> **Task to carry out**
Produce a word-for-word copy of the listing below without its pictures.

> **Records provided**
......

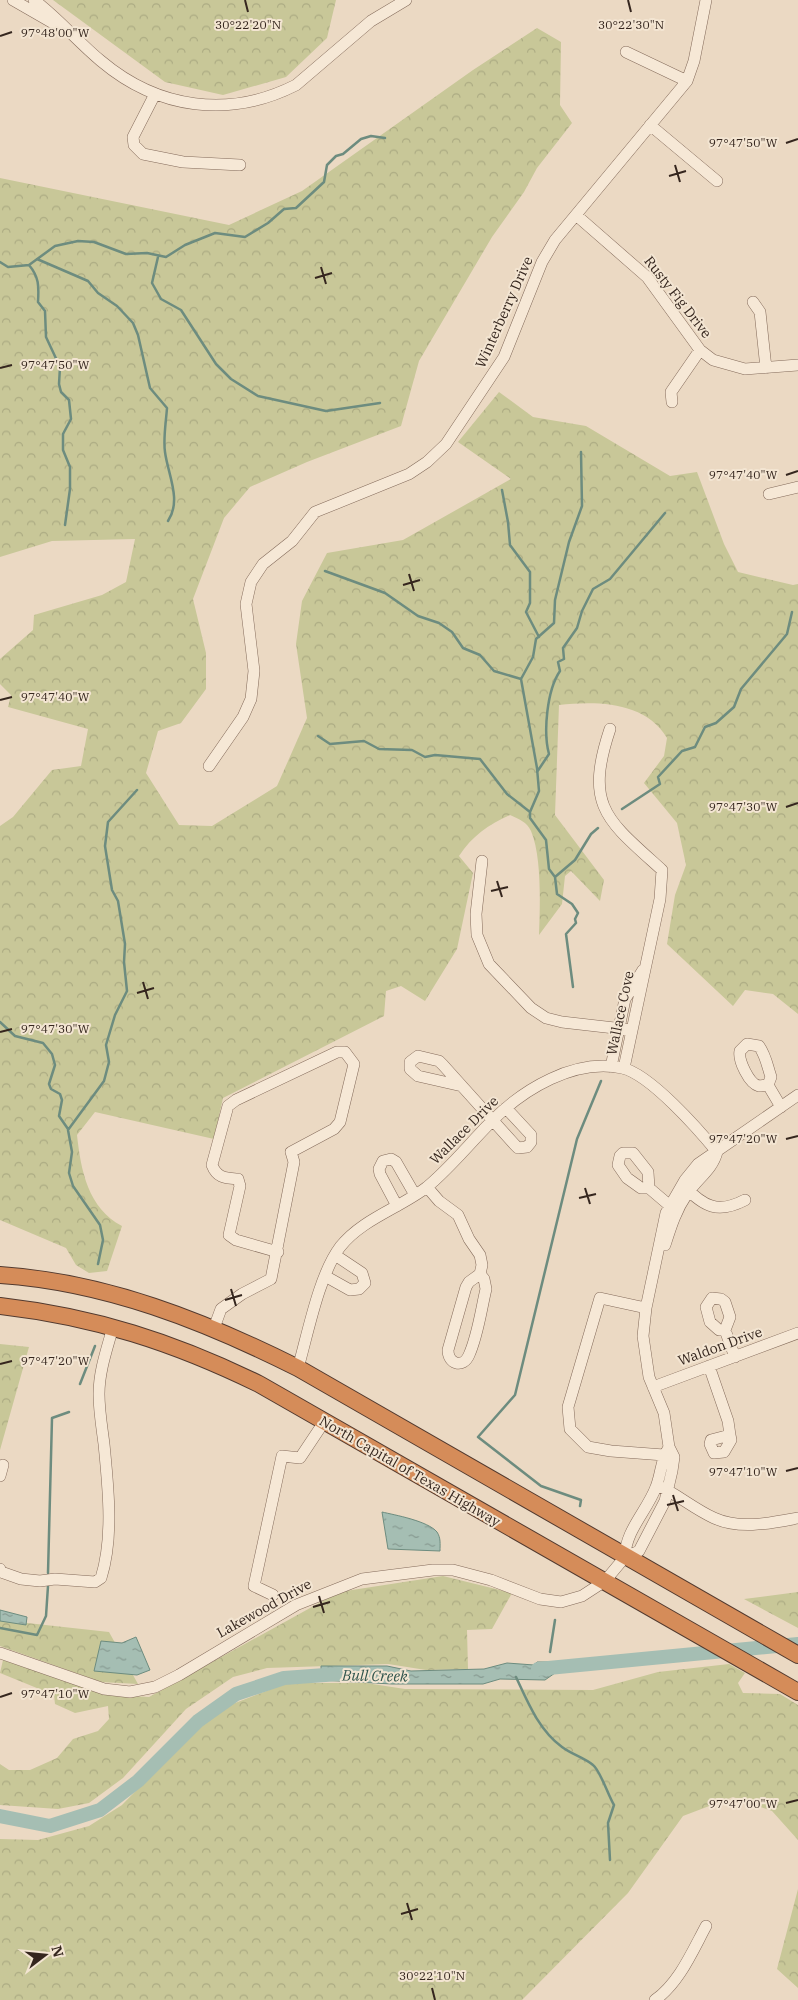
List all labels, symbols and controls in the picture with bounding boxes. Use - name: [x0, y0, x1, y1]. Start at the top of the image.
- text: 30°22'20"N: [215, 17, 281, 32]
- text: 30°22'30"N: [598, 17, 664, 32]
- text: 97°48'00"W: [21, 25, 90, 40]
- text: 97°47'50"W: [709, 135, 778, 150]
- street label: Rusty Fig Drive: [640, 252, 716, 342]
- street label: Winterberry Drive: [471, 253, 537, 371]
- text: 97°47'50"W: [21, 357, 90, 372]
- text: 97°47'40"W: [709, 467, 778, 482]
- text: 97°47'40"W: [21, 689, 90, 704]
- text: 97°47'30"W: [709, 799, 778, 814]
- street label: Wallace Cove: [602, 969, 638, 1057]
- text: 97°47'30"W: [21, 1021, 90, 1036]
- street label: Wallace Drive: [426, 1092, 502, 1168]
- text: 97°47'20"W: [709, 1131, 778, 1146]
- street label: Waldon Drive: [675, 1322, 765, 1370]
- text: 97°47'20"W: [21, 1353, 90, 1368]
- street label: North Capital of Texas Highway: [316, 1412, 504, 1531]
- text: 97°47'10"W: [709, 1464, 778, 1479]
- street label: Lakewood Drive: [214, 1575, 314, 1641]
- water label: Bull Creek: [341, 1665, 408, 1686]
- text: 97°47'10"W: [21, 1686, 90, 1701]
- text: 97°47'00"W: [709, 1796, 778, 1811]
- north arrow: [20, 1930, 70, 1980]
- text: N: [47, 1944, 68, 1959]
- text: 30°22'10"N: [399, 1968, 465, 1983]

......

> **Final answer**
List all labels, symbols and controls in the picture with bounding boxes. Use - name: [x0, y0, x1, y1]. Start at the top of the image.
- text: 30°22'20"N: [215, 17, 281, 32]
- text: 30°22'30"N: [598, 17, 664, 32]
- text: 97°48'00"W: [21, 25, 90, 40]
- text: 97°47'50"W: [709, 135, 778, 150]
- street label: Rusty Fig Drive: [640, 252, 716, 342]
- street label: Winterberry Drive: [471, 253, 537, 371]
- text: 97°47'50"W: [21, 357, 90, 372]
- text: 97°47'40"W: [709, 467, 778, 482]
- text: 97°47'40"W: [21, 689, 90, 704]
- text: 97°47'30"W: [709, 799, 778, 814]
- street label: Wallace Cove: [602, 969, 638, 1057]
- text: 97°47'30"W: [21, 1021, 90, 1036]
- street label: Wallace Drive: [426, 1092, 502, 1168]
- text: 97°47'20"W: [709, 1131, 778, 1146]
- street label: Waldon Drive: [675, 1322, 765, 1370]
- text: 97°47'20"W: [21, 1353, 90, 1368]
- street label: North Capital of Texas Highway: [316, 1412, 504, 1531]
- text: 97°47'10"W: [709, 1464, 778, 1479]
- street label: Lakewood Drive: [214, 1575, 314, 1641]
- water label: Bull Creek: [341, 1665, 408, 1686]
- text: 97°47'10"W: [21, 1686, 90, 1701]
- text: 97°47'00"W: [709, 1796, 778, 1811]
- north arrow: [20, 1930, 70, 1980]
- text: N: [47, 1944, 68, 1959]
- text: 30°22'10"N: [399, 1968, 465, 1983]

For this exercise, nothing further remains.